(Task goal)
A single stretch of the material below is to be transcribed exactly, starting at the line with "stroke:#8f7677; stroke-width:4.5; stroke-dasharray:3.5" and ending after the line with "M 1362,19 L 1396,36 L 1396,102 L 1362,86 Z".

(Source material)
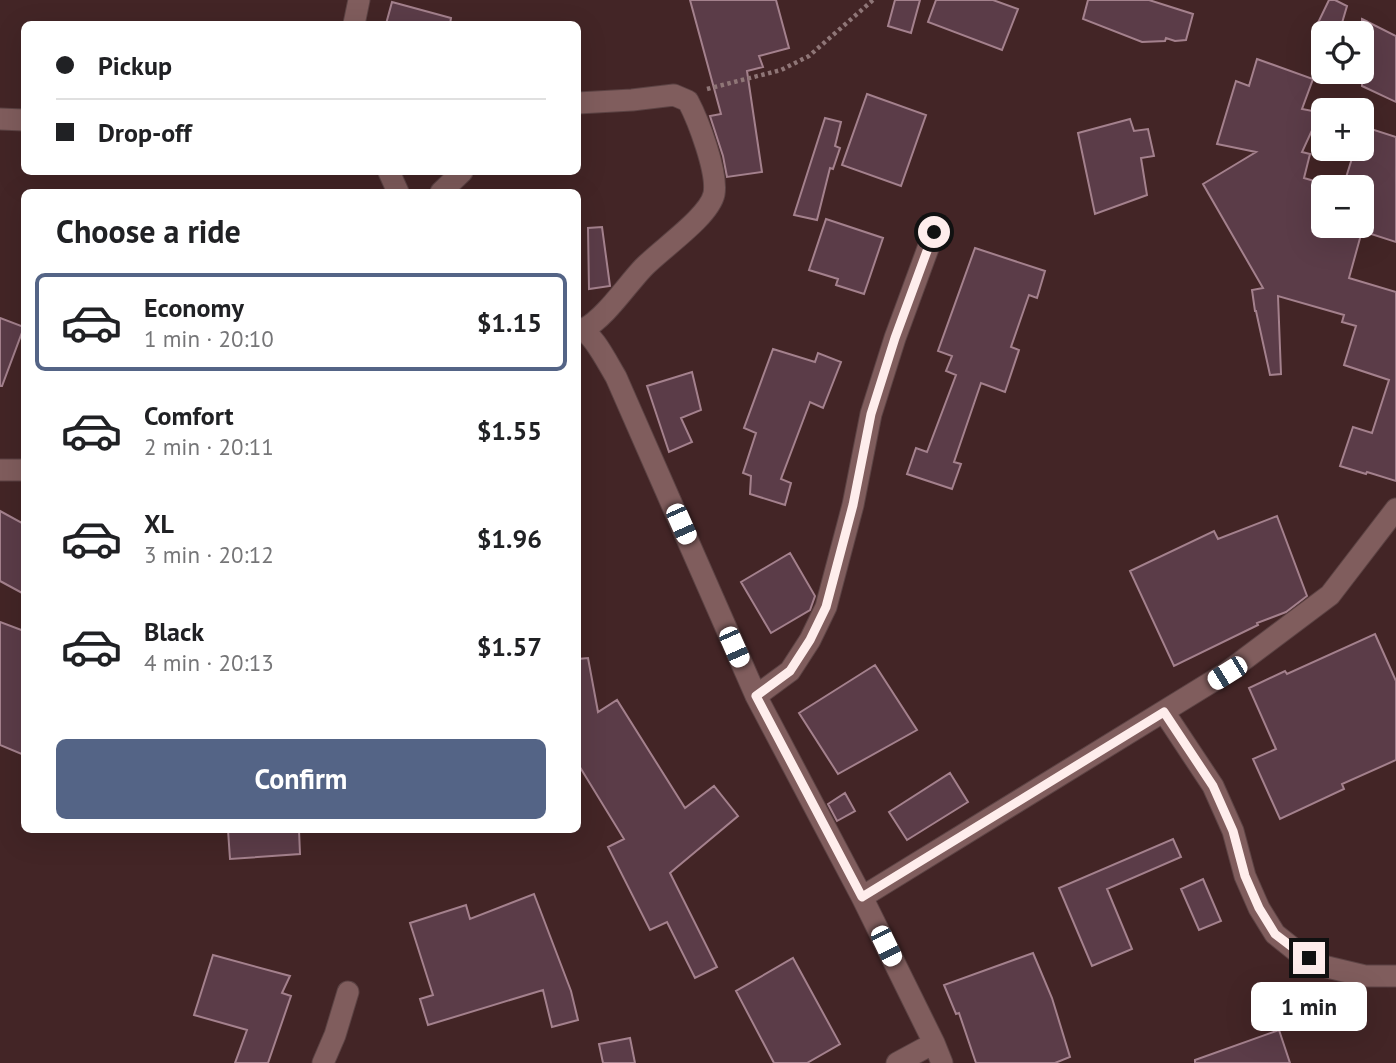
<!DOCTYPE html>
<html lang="en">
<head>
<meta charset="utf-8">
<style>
	:root { --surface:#fff; --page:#f2f2f2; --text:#202124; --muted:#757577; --line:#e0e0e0; --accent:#546486 }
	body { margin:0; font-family:"PT Sans",sans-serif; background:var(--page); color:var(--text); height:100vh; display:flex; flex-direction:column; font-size:26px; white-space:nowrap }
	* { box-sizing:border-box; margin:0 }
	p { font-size:23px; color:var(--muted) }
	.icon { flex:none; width:38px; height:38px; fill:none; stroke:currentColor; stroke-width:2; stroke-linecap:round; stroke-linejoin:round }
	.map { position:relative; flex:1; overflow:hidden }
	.sheet { position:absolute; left:21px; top:189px; width:560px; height:644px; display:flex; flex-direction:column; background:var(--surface); border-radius:10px; box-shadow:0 7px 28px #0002 }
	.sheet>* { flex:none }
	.guide { position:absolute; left:21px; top:21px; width:560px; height:154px; border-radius:10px; box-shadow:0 7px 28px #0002; display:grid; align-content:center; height:154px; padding:0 35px; background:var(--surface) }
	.tools { position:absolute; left:1311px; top:21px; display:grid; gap:14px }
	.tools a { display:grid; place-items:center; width:63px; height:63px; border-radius:10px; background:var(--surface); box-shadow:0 7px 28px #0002; font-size:35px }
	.end { position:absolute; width:32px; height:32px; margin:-16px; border:9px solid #feedec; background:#111; box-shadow:0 0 0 4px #111 }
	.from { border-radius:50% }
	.bubble { position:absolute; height:49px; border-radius:10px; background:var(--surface); box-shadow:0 7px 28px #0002; font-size:23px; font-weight:700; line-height:49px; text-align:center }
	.car { position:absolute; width:21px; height:42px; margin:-21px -10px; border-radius:9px; box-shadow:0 0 5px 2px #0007; background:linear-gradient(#fff 24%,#345 0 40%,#fff 0 76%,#345 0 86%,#fff 0) }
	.guide b { display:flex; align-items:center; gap:24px; height:66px; font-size:26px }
	.guide b+b { border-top:2px solid var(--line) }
	.guide i { width:18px; height:18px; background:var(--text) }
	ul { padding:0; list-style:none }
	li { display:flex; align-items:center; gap:21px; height:98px; margin:0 14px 10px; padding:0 21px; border:4px solid transparent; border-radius:10px }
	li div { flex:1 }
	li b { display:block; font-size:26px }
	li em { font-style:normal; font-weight:700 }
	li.on { border-color:var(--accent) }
	li>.icon { width:63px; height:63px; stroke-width:1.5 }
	h2 { padding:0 35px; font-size:32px; line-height:84px }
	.primary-button { display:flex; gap:14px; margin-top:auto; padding:14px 35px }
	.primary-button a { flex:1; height:80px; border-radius:10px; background:var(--accent); color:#fff; font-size:28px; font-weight:700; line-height:80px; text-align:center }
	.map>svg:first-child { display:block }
	.building { fill:#5b3c48; stroke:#a4818d; stroke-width:2 }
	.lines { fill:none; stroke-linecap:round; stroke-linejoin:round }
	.street-casing { stroke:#5c4344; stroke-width:23 }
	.path { stroke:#8f7677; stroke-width:4.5; stroke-dasharray:3.5 3.5; stroke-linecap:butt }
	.street { stroke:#805d5d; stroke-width:21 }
	.route { stroke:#feedec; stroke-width:9 }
</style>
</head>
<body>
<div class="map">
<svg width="1396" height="1063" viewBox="0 0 1396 1063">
	<rect width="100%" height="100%" fill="#432526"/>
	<path class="building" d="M 690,0 L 776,0 L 789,48 L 759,56 L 763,67 L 747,71 L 762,172 L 727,177 L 723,156 L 710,116 L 721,114 Z
		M 895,0 L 920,0 L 911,33 L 888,26 Z
		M 936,0 L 993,0 L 1018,9 L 1002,50 L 928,22 Z
		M 1088,0 L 1149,0 L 1193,14 L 1186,40 L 1175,41 L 1166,38 L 1165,41 L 1142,42 L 1083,19 Z
		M 1329,0 L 1335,0 L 1347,6 L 1339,33 L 1325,33 L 1315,29 Z
		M 392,2 L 451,18 L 450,24 L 386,24 Z
		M 1362,19 L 1396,36 L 1396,102 L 1362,86 Z
		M 1257,59 L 1313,79 L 1302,109 L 1318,112 L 1314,126 L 1302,152 L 1310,154 L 1304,178 L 1335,187 L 1323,187 L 1323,226 L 1362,226 L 1362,187 L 1343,187 L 1355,149 L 1362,149 L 1362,126 L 1396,137 L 1396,242 L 1362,231 L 1349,278 L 1396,292 L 1396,481 L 1367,472 L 1366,474 L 1340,466 L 1353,427 L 1372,433 L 1389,380 L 1344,365 L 1356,326 L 1342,322 L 1344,315 L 1278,296 L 1281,374 L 1270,375 L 1256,311 L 1255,311 L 1252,290 L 1263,288 L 1203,184 L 1256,152 L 1217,144 L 1236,81 L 1249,86 Z
		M 867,94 L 926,115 L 901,186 L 842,165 Z
		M 825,118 L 841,122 L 835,146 L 840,148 L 833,169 L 830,168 L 817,220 L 794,215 Z
		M 1130,119 L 1134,131 L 1148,129 L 1154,156 L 1141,158 L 1147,195 L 1095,214 L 1078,133 Z
		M 826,219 L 883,238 L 864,294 L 836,285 L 838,279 L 809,270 Z
		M 602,227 L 610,286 L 589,289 L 588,228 Z
		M 975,248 L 1045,271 L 1037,298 L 1029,295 L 1011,347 L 1019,350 L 1005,392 L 981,383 L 954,462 L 961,464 L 952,489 L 907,474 L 916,448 L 927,452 L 956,375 L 946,371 L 952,356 L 938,351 Z
		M 0,318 L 24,327 L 2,386 L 0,386 Z
		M 773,349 L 815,362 L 818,353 L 841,362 L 823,408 L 810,402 L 781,479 L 791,483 L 785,505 L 750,494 L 751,476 L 743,473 L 756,433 L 744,428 Z
		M 692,372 L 701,410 L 681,418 L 692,442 L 669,452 L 647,386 Z
		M 0,511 L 24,524 L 24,594 L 0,581 Z
		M 1277,516 L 1307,596 L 1286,612 L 1257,623 L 1258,625 L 1174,666 L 1130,571 L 1214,531 L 1218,539 Z
		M 790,553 L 815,596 L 810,610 L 771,633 L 741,582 Z
		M 0,622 L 24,631 L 24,755 L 0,745 Z
		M 1375,634 L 1396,681 L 1396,760 L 1342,784 L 1344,789 L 1280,819 L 1253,759 L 1276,749 L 1249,688 L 1285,671 L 1287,674 Z
		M 588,658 L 598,712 L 617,700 L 685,808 L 714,786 L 738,816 L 670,873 L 717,967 L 695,978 L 667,922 L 650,930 L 608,847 L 624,839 L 578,764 L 578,659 Z
		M 875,665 L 917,730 L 838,774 L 799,713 Z
		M 950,773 L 968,802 L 907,840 L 889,812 Z
		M 845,793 L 855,811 L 837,821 L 828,804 Z
		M 228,830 L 299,830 L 300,854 L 230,859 Z
		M 1173,839 L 1181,857 L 1107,889 L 1132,949 L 1092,966 L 1059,888 Z
		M 1203,879 L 1221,921 L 1199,930 L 1181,889 Z
		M 534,894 L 571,991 L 578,1020 L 552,1027 L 543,990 L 428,1025 L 420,999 L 433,995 L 410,923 L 466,905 L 470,919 Z
		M 1033,953 L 1052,998 L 1070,1057 L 1055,1063 L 976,1063 L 959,1013 L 956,1014 L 944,985 Z
		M 213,955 L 290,976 L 282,993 L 291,996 L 268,1063 L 235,1063 L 247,1030 L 194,1015 Z
		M 793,958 L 840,1044 L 807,1063 L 774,1063 L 736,991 Z
		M 1279,1030 L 1290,1063 L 1195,1063 L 1195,1060 Z
		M 630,1038 L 635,1063 L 603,1063 L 599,1044 Z"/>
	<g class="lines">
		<defs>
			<path id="street" d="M 354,24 L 359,0
				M 578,103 L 632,100 L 674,95 L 688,101 C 698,120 718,172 714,194 C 709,217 661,249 643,268 C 626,286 605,318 584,329
				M 0,119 L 24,120
				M 389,172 L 398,192
				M 441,192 L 462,172
				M 578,328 C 592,331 608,364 616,377 L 756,696 L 862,897 L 934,1043 L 942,1063
				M 0,470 L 24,470
				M 756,696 L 790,671 L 810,640 L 826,607 L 853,505 L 871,414 L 895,338 L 934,232
				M 1164,712 L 1213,786 L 1233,831 L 1245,876 L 1259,908 L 1275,934 L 1295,950 L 1323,966 L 1365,976 L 1396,976
				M 862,897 L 1226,673 L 1330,595 L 1396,509
				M 323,1063 L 335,1035 L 348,992
				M 897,1063 L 934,1043"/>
		</defs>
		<use href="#street" class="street-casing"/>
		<path class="path" d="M 707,89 L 781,70 L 809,56 L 873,0"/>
		<use href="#street" class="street"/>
	</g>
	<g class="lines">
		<path class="route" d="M 934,232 L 895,338 L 871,414 L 853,505 L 826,607 L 810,640 L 790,671 L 756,696 L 862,897 L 1164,712 L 1213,786 L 1233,831 L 1245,876 L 1259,908 L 1275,934 L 1296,950 L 1309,958"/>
	</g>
</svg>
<div class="tools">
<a><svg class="icon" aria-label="locate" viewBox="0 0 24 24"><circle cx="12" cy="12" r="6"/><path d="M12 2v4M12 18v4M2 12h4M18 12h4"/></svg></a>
<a>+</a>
<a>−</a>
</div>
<i class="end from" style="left:934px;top:232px"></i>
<i class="end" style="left:1309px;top:958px"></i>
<div class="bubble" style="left:1251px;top:982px;width:116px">1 min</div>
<i class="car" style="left:681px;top:524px;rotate:156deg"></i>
<i class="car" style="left:734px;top:647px;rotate:156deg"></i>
<i class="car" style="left:1227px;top:673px;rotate:238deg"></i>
<i class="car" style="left:886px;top:946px;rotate:154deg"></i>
<div class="guide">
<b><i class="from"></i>Pickup</b>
<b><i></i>Drop-off</b>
</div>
<section class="sheet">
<h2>Choose a ride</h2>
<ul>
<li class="on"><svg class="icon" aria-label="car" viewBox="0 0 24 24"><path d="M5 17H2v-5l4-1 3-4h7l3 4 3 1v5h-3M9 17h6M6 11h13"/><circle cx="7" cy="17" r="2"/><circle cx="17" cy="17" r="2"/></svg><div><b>Economy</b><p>1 min · 20:10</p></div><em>$1.15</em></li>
<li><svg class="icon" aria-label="car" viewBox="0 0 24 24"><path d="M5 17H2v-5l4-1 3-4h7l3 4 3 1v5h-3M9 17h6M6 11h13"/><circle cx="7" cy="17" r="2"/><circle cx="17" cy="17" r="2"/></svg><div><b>Comfort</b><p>2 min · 20:11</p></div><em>$1.55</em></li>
<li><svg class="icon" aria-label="car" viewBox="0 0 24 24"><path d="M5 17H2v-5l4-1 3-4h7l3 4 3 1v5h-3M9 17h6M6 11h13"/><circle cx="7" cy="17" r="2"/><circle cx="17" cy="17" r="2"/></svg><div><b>XL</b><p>3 min · 20:12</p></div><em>$1.96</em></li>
<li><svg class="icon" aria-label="car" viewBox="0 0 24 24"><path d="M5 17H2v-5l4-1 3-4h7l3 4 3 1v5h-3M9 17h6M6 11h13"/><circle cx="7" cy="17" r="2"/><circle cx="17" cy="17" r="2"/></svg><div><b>Black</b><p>4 min · 20:13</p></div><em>$1.57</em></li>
</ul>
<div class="primary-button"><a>Confirm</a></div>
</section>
</div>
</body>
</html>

(Output for this exercise)
	.path { stroke:#8f7677; stroke-width:4.5; stroke-dasharray:3.5 3.5; stroke-linecap:butt }
	.street { stroke:#805d5d; stroke-width:21 }
	.route { stroke:#feedec; stroke-width:9 }
</style>
</head>
<body>
<div class="map">
<svg width="1396" height="1063" viewBox="0 0 1396 1063">
	<rect width="100%" height="100%" fill="#432526"/>
	<path class="building" d="M 690,0 L 776,0 L 789,48 L 759,56 L 763,67 L 747,71 L 762,172 L 727,177 L 723,156 L 710,116 L 721,114 Z
		M 895,0 L 920,0 L 911,33 L 888,26 Z
		M 936,0 L 993,0 L 1018,9 L 1002,50 L 928,22 Z
		M 1088,0 L 1149,0 L 1193,14 L 1186,40 L 1175,41 L 1166,38 L 1165,41 L 1142,42 L 1083,19 Z
		M 1329,0 L 1335,0 L 1347,6 L 1339,33 L 1325,33 L 1315,29 Z
		M 392,2 L 451,18 L 450,24 L 386,24 Z
		M 1362,19 L 1396,36 L 1396,102 L 1362,86 Z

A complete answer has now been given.